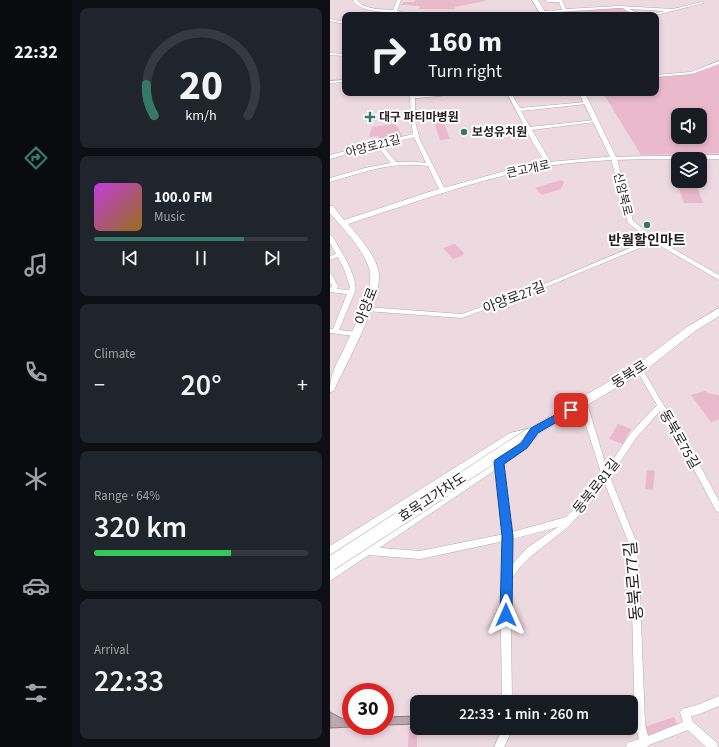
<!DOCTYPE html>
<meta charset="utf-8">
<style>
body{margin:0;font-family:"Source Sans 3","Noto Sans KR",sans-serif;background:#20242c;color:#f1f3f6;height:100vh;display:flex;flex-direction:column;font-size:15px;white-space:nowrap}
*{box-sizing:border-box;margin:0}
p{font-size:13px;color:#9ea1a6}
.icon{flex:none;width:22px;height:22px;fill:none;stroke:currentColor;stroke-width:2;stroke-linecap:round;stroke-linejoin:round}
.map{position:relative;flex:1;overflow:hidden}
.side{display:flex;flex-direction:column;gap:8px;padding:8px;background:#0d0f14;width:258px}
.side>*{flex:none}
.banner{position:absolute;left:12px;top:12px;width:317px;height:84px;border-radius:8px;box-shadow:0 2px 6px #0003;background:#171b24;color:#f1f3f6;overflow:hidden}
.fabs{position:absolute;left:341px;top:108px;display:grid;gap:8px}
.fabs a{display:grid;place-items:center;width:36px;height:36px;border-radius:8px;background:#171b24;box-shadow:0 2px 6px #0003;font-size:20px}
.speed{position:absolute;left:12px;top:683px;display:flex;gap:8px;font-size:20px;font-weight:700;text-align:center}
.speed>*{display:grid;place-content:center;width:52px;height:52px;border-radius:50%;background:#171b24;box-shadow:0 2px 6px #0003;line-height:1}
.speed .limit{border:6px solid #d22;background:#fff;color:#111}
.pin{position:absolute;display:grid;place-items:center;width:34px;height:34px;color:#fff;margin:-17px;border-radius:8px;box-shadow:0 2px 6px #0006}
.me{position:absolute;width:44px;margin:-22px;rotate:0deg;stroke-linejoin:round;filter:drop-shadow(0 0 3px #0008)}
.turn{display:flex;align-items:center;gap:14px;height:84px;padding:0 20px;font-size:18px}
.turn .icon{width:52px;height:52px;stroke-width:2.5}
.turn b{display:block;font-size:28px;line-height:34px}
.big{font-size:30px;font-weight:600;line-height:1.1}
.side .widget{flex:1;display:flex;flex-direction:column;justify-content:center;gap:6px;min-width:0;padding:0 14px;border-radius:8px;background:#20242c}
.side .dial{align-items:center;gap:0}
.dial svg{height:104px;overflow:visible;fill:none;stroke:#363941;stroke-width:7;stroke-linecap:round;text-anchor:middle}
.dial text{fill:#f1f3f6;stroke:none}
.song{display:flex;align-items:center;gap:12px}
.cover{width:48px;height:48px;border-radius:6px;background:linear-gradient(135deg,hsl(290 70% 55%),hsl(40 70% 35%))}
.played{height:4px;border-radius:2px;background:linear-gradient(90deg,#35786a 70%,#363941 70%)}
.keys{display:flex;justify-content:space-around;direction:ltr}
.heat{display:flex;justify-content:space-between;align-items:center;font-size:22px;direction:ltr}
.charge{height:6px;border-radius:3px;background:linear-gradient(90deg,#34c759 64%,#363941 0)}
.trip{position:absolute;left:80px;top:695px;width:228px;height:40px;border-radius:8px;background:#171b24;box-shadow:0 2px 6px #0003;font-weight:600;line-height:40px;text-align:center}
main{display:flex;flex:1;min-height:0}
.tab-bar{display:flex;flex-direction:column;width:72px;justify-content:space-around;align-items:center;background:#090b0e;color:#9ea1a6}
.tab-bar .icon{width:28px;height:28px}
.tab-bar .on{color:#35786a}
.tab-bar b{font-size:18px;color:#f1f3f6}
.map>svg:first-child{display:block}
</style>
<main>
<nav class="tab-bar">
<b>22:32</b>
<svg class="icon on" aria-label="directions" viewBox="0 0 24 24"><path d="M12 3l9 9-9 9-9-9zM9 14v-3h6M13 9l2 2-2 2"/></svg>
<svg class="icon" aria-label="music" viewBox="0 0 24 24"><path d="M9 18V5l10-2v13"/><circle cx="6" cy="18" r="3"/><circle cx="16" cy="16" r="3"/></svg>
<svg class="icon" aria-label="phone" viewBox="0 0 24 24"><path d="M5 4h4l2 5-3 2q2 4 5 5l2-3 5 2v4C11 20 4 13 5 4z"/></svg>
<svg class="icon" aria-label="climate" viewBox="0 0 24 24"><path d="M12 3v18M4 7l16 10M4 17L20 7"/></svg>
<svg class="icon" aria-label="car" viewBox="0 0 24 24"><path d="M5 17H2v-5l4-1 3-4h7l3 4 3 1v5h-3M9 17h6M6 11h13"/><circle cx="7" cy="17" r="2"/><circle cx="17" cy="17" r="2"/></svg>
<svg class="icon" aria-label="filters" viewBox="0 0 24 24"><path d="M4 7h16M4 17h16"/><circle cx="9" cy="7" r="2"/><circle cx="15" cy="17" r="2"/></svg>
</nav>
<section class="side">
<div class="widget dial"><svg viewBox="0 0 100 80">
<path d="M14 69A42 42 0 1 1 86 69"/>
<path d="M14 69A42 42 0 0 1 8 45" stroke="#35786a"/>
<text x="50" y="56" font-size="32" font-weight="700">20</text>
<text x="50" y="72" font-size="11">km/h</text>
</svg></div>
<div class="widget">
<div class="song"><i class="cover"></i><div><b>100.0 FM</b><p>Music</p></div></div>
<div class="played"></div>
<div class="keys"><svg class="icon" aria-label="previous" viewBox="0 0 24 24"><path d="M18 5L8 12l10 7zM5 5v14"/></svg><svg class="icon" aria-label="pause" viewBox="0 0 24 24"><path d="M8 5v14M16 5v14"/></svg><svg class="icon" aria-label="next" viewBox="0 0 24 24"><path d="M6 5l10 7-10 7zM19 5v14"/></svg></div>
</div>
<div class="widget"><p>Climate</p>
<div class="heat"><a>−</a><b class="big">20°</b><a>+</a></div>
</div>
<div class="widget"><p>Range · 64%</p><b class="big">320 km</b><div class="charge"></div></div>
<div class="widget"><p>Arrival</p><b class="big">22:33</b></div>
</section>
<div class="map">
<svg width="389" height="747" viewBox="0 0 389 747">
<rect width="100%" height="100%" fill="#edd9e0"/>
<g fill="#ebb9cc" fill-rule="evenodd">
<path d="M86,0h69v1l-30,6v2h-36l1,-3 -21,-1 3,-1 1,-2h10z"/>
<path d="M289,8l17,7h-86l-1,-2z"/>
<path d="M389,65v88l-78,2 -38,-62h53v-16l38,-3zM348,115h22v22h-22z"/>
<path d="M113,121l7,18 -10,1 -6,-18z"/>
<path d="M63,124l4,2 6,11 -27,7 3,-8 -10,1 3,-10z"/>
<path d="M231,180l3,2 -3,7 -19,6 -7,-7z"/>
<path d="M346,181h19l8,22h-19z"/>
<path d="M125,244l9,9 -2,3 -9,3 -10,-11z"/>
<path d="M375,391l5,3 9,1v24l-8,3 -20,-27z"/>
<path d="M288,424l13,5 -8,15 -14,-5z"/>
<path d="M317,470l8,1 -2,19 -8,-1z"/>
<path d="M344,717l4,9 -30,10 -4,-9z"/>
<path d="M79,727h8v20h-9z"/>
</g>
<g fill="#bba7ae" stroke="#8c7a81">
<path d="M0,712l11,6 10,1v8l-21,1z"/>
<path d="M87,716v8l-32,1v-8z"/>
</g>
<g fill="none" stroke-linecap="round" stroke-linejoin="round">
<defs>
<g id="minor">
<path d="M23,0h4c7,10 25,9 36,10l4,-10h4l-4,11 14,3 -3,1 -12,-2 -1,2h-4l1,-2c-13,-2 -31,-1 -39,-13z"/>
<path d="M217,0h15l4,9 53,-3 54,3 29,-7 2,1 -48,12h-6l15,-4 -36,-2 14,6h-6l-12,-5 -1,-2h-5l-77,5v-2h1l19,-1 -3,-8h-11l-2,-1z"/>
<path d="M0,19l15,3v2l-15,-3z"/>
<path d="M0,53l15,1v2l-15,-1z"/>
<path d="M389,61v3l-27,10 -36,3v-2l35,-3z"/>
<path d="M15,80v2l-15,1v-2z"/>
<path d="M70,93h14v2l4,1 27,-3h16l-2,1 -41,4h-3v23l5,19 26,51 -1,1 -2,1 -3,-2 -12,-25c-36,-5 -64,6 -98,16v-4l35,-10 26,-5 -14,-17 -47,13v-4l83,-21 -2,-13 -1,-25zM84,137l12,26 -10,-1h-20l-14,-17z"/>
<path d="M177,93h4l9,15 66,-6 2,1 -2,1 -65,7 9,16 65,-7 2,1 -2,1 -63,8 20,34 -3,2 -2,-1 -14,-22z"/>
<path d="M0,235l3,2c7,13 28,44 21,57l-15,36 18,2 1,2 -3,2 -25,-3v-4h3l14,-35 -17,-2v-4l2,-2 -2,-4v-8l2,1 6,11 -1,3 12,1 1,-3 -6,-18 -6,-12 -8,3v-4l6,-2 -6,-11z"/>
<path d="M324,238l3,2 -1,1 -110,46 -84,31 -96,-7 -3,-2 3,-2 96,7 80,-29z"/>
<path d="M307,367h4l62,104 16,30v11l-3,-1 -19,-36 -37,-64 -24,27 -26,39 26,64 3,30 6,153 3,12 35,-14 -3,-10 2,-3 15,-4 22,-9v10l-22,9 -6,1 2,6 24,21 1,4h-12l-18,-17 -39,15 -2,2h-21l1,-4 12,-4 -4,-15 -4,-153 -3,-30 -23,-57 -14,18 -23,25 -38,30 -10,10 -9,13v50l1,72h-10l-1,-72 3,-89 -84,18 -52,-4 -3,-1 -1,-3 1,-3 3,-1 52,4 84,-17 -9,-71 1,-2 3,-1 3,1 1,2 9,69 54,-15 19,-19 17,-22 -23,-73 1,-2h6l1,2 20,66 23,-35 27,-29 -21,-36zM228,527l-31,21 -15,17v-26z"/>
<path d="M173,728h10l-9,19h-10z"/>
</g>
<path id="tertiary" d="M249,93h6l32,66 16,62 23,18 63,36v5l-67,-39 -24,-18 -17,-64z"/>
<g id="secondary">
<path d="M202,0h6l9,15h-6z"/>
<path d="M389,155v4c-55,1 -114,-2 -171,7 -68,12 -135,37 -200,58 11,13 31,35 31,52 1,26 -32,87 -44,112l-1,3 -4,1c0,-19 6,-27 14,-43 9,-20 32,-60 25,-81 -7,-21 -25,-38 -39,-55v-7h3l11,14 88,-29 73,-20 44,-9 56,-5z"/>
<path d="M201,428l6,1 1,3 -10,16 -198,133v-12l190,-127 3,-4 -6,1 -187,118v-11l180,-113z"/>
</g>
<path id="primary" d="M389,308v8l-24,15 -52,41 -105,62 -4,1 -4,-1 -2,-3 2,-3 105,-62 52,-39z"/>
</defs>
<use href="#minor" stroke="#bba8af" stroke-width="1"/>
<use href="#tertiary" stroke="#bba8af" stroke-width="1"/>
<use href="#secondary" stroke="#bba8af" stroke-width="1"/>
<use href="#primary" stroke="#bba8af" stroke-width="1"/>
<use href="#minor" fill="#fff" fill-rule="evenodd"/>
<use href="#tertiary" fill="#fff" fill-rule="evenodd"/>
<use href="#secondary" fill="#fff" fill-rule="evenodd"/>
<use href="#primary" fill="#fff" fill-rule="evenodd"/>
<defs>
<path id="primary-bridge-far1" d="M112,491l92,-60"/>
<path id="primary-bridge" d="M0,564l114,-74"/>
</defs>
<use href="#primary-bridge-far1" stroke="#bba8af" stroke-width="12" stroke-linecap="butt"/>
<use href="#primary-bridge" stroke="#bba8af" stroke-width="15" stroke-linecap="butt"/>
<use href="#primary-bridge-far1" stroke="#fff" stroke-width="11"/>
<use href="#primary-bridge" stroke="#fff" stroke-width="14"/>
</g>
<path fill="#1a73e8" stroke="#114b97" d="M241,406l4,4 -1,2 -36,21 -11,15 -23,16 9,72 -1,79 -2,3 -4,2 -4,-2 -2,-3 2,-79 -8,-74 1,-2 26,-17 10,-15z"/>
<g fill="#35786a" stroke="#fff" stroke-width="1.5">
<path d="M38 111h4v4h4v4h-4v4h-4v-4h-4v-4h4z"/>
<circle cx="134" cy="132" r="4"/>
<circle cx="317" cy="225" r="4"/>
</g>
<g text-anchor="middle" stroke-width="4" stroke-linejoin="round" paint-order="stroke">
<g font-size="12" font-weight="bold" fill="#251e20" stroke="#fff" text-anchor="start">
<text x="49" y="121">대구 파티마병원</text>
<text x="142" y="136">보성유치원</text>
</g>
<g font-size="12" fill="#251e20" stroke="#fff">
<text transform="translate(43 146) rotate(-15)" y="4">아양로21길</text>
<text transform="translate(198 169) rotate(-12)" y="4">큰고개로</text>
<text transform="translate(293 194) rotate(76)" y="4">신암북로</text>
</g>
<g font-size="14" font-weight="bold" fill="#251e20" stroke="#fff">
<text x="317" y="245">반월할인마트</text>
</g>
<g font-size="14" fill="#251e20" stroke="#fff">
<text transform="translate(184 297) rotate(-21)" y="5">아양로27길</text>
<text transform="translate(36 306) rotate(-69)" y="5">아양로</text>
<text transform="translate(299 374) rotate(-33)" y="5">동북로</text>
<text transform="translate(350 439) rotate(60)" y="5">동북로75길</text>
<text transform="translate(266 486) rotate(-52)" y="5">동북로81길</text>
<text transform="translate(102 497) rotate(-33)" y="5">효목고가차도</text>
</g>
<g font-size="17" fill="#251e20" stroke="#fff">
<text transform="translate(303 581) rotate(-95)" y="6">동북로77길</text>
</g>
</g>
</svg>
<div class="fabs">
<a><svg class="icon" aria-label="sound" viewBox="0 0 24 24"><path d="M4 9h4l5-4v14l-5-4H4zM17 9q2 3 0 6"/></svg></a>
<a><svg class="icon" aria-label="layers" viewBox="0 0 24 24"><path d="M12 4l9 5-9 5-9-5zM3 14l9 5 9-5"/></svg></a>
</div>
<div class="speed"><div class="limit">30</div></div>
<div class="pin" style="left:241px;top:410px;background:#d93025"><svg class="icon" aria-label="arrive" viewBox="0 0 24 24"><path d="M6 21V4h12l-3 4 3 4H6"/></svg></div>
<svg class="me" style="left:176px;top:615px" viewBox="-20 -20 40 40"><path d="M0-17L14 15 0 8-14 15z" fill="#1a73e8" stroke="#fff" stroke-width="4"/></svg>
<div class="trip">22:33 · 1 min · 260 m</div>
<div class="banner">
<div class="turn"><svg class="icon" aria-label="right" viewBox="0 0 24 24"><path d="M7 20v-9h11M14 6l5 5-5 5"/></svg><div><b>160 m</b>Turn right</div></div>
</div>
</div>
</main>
****************
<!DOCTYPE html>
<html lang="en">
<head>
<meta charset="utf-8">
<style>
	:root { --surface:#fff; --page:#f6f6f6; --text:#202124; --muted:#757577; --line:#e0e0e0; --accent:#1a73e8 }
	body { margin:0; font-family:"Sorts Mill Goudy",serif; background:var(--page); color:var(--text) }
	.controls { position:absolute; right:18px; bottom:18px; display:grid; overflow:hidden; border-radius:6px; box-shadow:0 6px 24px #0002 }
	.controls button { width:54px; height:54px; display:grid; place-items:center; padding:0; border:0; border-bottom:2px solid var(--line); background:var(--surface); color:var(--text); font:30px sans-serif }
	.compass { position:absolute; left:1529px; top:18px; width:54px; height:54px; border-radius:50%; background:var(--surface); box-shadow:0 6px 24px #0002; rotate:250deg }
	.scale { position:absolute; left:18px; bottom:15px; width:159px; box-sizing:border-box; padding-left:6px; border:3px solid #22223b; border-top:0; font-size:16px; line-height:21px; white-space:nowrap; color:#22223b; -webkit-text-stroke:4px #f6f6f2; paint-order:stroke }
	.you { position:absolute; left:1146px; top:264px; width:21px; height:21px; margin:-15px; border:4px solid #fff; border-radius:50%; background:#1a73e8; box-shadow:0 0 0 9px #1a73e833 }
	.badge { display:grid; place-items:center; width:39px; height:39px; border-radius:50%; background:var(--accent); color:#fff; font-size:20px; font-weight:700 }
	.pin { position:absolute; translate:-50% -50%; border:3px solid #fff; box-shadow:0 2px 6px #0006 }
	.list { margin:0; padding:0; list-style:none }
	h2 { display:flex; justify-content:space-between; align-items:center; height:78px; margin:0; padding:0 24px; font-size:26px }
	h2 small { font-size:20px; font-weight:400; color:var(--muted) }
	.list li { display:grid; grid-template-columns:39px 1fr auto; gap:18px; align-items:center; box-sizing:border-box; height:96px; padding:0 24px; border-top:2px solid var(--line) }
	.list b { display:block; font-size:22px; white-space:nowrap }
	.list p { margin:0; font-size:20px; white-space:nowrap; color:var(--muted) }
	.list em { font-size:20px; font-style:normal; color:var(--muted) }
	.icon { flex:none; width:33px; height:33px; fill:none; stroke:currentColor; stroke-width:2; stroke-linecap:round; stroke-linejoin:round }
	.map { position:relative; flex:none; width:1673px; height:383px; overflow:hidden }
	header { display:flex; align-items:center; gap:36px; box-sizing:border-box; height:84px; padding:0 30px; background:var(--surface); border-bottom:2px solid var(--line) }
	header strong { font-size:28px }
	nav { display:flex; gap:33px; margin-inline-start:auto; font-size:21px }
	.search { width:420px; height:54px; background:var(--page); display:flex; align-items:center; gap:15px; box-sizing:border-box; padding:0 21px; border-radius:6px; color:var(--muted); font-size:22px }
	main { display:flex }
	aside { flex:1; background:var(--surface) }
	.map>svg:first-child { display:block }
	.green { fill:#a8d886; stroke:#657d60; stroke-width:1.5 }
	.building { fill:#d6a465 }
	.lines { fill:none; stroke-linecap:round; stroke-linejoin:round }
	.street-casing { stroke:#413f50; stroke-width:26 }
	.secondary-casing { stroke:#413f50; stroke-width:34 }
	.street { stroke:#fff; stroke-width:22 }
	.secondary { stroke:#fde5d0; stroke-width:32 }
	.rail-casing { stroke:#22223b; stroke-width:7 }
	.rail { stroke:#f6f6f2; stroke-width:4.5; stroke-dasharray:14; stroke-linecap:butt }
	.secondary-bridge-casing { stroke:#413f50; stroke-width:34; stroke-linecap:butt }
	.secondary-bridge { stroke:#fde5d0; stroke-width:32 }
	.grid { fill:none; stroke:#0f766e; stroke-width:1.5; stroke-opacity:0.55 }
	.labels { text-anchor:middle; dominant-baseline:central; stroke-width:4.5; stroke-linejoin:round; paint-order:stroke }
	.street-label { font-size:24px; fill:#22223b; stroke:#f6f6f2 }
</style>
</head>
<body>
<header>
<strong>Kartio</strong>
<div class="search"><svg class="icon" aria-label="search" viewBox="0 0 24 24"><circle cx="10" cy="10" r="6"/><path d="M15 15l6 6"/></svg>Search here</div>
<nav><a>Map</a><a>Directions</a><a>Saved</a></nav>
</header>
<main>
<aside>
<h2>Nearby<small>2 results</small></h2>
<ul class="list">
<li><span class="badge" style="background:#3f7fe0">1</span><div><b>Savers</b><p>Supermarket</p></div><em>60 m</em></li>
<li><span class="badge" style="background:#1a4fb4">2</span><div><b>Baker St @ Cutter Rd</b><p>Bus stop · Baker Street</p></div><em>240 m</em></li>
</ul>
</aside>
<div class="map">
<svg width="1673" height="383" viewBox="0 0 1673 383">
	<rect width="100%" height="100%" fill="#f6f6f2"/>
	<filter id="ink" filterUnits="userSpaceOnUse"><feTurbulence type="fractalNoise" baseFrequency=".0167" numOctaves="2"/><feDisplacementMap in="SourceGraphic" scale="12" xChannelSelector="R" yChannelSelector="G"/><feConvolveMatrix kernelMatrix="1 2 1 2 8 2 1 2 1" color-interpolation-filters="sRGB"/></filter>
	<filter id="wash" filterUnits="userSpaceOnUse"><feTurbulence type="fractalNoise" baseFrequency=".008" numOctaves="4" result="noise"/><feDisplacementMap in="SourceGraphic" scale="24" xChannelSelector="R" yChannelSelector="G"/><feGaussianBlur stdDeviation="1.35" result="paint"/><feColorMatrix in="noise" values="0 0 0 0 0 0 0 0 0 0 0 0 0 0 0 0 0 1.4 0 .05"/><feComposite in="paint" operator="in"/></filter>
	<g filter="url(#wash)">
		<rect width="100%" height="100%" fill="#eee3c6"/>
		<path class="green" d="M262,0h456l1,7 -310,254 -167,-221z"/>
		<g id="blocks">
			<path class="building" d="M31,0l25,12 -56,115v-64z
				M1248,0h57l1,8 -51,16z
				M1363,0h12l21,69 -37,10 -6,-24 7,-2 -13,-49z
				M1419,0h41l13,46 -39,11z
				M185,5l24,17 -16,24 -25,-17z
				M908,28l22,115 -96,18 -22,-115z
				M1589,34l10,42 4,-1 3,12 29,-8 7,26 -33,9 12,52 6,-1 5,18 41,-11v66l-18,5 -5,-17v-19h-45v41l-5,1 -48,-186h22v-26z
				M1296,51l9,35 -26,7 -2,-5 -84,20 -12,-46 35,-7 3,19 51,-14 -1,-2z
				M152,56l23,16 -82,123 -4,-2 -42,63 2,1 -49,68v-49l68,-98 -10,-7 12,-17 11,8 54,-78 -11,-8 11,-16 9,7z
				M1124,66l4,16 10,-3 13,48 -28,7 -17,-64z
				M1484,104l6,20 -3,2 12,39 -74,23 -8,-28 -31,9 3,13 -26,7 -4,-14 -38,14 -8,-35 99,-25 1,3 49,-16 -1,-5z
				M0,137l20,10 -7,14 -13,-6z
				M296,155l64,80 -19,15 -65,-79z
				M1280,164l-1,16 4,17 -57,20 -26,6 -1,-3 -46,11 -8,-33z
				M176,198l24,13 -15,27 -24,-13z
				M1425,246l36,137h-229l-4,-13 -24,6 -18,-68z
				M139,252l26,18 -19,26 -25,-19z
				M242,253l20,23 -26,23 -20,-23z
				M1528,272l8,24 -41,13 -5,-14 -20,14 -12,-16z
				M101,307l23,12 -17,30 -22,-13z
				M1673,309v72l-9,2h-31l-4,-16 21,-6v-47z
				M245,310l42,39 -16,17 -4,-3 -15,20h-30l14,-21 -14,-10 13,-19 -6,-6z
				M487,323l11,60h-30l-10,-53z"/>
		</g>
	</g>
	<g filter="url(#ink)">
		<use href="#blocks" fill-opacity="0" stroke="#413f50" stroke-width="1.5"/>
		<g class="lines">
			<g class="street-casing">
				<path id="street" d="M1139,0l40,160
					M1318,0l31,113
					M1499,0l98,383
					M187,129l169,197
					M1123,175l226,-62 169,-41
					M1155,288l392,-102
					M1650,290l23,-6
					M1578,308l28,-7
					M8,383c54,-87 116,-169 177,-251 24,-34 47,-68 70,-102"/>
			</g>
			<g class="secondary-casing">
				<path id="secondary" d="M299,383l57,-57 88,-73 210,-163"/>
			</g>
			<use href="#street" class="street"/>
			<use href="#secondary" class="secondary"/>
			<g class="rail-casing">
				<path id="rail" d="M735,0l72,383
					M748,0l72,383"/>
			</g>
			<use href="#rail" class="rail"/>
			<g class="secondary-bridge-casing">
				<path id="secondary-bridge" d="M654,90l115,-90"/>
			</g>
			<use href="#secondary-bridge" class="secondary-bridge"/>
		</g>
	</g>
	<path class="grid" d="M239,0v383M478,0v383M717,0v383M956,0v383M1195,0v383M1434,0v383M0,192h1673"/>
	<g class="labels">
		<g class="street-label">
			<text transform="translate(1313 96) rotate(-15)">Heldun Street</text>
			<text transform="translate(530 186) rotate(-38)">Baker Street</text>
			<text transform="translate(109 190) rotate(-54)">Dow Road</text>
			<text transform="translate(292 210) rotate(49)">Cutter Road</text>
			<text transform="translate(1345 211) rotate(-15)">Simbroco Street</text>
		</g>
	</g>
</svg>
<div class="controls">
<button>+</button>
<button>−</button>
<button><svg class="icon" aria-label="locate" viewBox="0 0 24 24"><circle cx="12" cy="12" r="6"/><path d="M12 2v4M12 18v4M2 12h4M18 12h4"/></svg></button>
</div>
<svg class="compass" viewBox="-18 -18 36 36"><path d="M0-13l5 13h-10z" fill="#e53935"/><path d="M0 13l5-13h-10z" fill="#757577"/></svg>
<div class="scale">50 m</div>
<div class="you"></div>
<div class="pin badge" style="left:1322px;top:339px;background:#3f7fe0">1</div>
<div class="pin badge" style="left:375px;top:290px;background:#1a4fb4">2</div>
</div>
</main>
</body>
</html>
****************
__THE PROBLEM__:
In the listing above, find each line with the word "keys" and copy it out.

__WRITTEN REPLY__:
.keys{display:flex;justify-content:space-around;direction:ltr}
<div class="keys"><svg class="icon" aria-label="previous" viewBox="0 0 24 24"><path d="M18 5L8 12l10 7zM5 5v14"/></svg><svg class="icon" aria-label="pause" viewBox="0 0 24 24"><path d="M8 5v14M16 5v14"/></svg><svg class="icon" aria-label="next" viewBox="0 0 24 24"><path d="M6 5l10 7-10 7zM19 5v14"/></svg></div>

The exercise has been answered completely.